(Data extracted from a collection)

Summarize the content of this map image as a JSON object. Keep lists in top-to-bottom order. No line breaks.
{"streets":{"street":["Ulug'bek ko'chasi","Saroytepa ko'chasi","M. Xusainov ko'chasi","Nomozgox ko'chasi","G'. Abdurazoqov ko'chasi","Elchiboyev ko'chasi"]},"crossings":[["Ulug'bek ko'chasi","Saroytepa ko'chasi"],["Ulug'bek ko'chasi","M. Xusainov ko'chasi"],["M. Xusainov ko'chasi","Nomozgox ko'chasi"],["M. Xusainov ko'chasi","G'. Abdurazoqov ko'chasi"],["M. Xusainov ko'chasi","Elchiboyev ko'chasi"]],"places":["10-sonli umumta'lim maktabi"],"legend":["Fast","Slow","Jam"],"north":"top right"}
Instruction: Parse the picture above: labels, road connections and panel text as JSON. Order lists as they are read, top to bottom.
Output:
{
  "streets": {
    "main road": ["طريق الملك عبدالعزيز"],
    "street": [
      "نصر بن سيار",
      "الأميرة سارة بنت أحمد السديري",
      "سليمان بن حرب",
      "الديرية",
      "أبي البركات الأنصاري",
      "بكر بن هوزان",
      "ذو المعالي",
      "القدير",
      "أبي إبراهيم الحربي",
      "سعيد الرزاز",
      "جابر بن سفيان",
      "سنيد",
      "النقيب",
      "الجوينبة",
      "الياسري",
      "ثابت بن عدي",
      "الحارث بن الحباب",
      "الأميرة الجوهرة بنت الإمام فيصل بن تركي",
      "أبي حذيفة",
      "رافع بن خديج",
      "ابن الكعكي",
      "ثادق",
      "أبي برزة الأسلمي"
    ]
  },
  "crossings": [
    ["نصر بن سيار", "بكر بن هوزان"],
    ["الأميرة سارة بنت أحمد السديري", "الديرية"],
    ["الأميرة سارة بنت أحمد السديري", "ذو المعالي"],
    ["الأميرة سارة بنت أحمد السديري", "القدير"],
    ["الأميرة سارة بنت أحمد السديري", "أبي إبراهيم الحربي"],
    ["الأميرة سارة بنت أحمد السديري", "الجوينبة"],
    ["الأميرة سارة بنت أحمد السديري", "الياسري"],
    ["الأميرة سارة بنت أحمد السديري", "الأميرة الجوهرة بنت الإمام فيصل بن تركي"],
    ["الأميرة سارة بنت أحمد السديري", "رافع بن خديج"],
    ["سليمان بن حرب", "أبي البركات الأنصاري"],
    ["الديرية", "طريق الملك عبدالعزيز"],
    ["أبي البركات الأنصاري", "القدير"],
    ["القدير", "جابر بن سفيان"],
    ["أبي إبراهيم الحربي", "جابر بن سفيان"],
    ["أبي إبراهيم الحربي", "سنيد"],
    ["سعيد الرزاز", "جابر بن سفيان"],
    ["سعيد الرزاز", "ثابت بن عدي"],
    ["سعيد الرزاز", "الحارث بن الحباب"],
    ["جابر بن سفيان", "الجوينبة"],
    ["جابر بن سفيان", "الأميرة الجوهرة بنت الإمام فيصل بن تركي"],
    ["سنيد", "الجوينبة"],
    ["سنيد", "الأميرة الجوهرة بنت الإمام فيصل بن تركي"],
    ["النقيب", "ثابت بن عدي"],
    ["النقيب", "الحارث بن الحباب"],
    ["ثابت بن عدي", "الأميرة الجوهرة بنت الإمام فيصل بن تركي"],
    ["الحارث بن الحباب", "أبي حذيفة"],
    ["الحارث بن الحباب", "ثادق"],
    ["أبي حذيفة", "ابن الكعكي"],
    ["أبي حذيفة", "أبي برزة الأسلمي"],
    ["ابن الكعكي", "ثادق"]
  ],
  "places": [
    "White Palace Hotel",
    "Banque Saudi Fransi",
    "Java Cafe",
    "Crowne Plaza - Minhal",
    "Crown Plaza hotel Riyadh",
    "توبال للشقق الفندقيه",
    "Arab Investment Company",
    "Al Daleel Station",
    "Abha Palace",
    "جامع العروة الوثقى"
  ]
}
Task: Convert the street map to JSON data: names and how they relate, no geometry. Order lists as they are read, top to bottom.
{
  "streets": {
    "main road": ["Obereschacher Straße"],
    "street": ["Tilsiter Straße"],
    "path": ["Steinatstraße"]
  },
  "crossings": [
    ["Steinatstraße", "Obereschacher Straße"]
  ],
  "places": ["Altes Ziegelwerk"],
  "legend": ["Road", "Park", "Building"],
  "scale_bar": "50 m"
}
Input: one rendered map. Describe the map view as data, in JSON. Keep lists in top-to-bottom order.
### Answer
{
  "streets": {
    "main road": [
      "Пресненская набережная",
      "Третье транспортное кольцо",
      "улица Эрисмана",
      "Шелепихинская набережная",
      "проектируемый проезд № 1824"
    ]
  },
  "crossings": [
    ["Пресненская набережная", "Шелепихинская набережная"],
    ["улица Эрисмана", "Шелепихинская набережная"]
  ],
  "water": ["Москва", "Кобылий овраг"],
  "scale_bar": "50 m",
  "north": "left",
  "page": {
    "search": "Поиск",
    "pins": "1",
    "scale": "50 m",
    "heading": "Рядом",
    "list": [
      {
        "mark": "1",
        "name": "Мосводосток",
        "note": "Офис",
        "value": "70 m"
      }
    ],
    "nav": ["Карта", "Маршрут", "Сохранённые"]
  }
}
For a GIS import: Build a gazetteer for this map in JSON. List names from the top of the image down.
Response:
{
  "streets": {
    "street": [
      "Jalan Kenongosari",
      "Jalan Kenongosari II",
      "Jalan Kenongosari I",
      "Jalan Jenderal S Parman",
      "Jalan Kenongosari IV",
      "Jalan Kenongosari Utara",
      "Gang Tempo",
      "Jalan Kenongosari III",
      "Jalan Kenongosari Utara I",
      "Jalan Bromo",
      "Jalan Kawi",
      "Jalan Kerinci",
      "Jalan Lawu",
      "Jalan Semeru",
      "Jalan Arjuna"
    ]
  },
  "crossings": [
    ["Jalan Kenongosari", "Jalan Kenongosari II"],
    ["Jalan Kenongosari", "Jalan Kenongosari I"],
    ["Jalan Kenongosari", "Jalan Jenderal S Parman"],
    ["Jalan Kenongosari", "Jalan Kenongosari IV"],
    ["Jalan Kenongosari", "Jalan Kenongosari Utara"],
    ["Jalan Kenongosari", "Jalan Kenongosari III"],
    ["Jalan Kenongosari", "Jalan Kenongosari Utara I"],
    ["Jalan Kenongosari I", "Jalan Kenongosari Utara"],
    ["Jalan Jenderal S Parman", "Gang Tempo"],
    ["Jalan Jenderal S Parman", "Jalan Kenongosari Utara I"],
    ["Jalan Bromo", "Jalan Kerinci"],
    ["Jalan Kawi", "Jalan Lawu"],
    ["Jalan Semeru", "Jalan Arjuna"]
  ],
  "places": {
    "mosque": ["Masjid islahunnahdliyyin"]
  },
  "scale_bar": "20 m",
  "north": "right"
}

_Exercise objective_
Retype exactly the lines above, from the one with "Input: one rendered" through the one with "For a GIS import: Build", inclusive.

_Exercise answer_
Input: one rendered map. Describe the map view as data, in JSON. Keep lists in top-to-bottom order.
### Answer
{
  "streets": {
    "main road": [
      "Пресненская набережная",
      "Третье транспортное кольцо",
      "улица Эрисмана",
      "Шелепихинская набережная",
      "проектируемый проезд № 1824"
    ]
  },
  "crossings": [
    ["Пресненская набережная", "Шелепихинская набережная"],
    ["улица Эрисмана", "Шелепихинская набережная"]
  ],
  "water": ["Москва", "Кобылий овраг"],
  "scale_bar": "50 m",
  "north": "left",
  "page": {
    "search": "Поиск",
    "pins": "1",
    "scale": "50 m",
    "heading": "Рядом",
    "list": [
      {
        "mark": "1",
        "name": "Мосводосток",
        "note": "Офис",
        "value": "70 m"
      }
    ],
    "nav": ["Карта", "Маршрут", "Сохранённые"]
  }
}
For a GIS import: Build a gazetteer for this map in JSON. List names from the top of the image down.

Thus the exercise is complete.